>>>>>
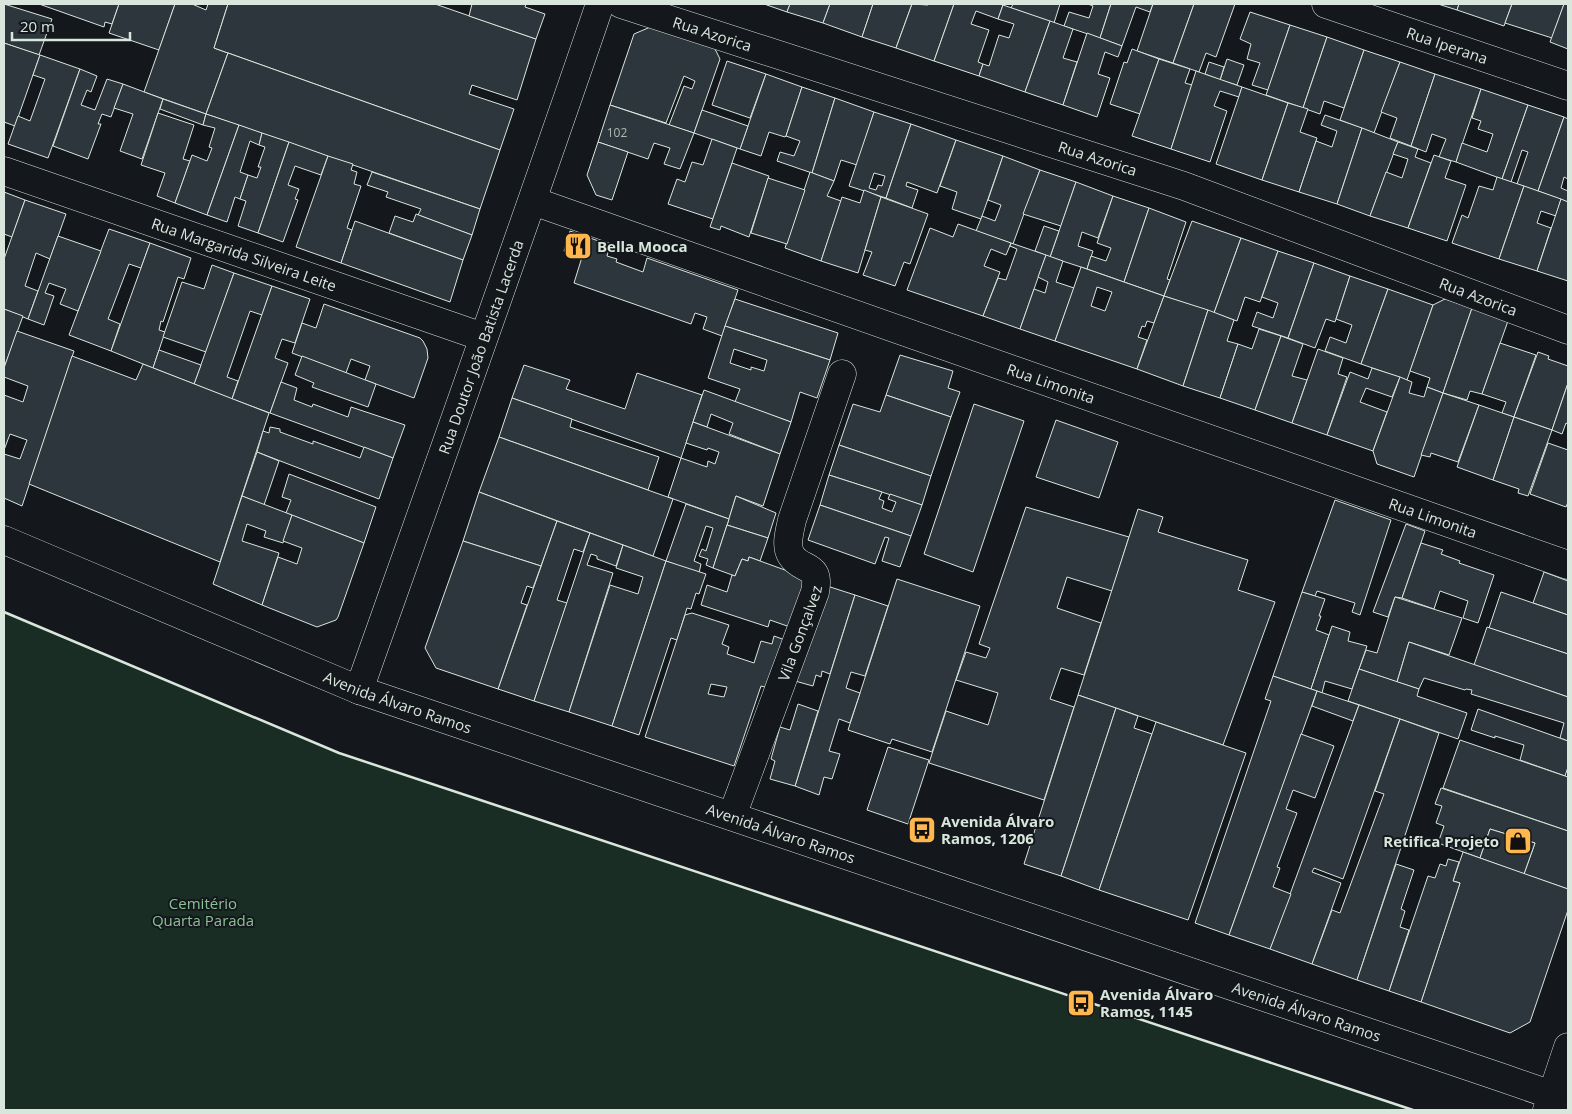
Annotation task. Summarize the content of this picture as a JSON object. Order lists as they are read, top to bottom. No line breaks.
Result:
{"streets":{"street":["Rua Azorica","Rua Iperana","Rua Margarida Silveira Leite","Rua Doutor João Batista Lacerda","Rua Limonita","Vila Gonçalvez","Avenida Álvaro Ramos"]},"crossings":[["Rua Margarida Silveira Leite","Rua Doutor João Batista Lacerda"],["Rua Doutor João Batista Lacerda","Rua Limonita"],["Rua Doutor João Batista Lacerda","Avenida Álvaro Ramos"],["Vila Gonçalvez","Avenida Álvaro Ramos"]],"parks":["Cemitério Quarta Parada"],"places":{"restaurant":["Bella Mooca"],"bus stop":["Avenida Álvaro Ramos, 1206","Avenida Álvaro Ramos, 1145"],"shop":["Retifica Projeto"]},"house_numbers":["102"],"scale_bar":"20 m"}
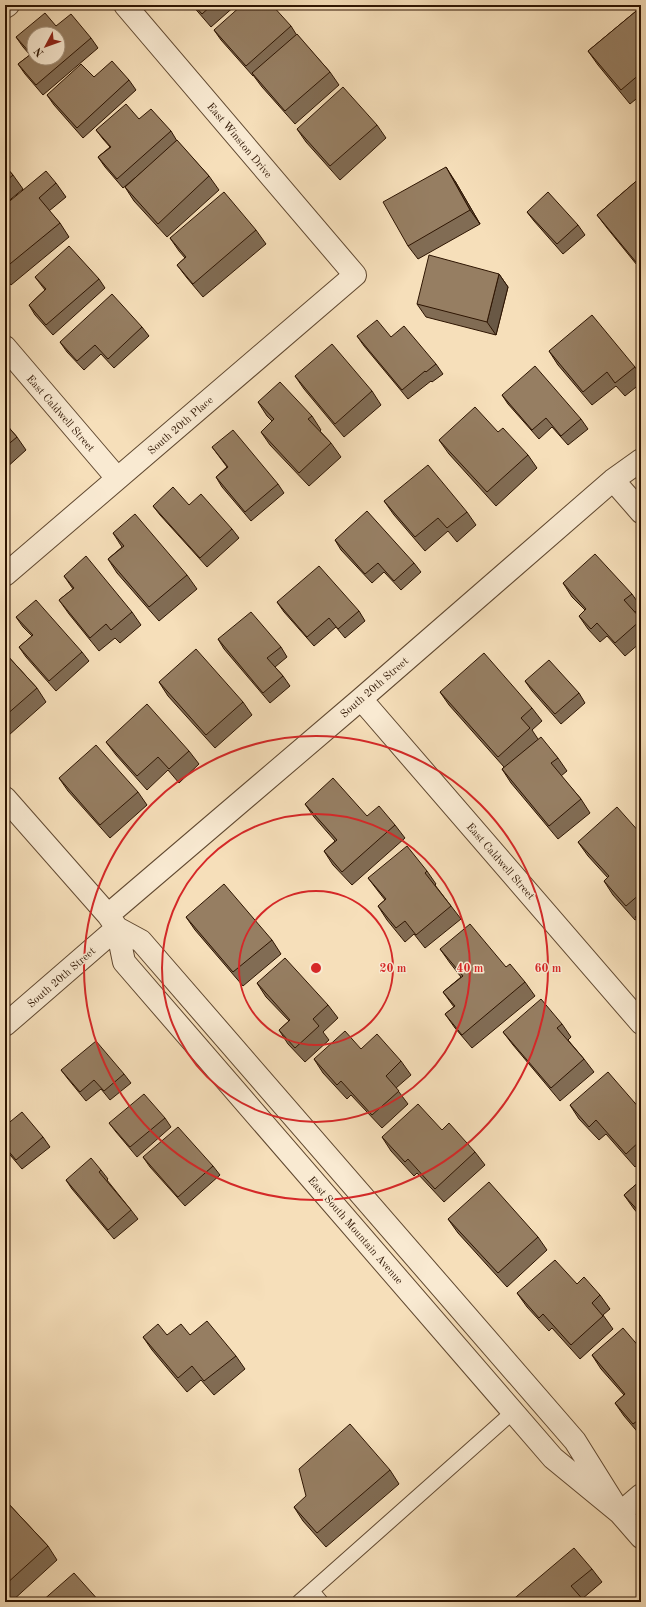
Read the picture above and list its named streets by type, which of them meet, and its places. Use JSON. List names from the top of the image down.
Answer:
<<<<<
» **Exercise objective**: The response must consist solely of the number of lines in the listing above that contain "picture".

» **Expected answer**: 2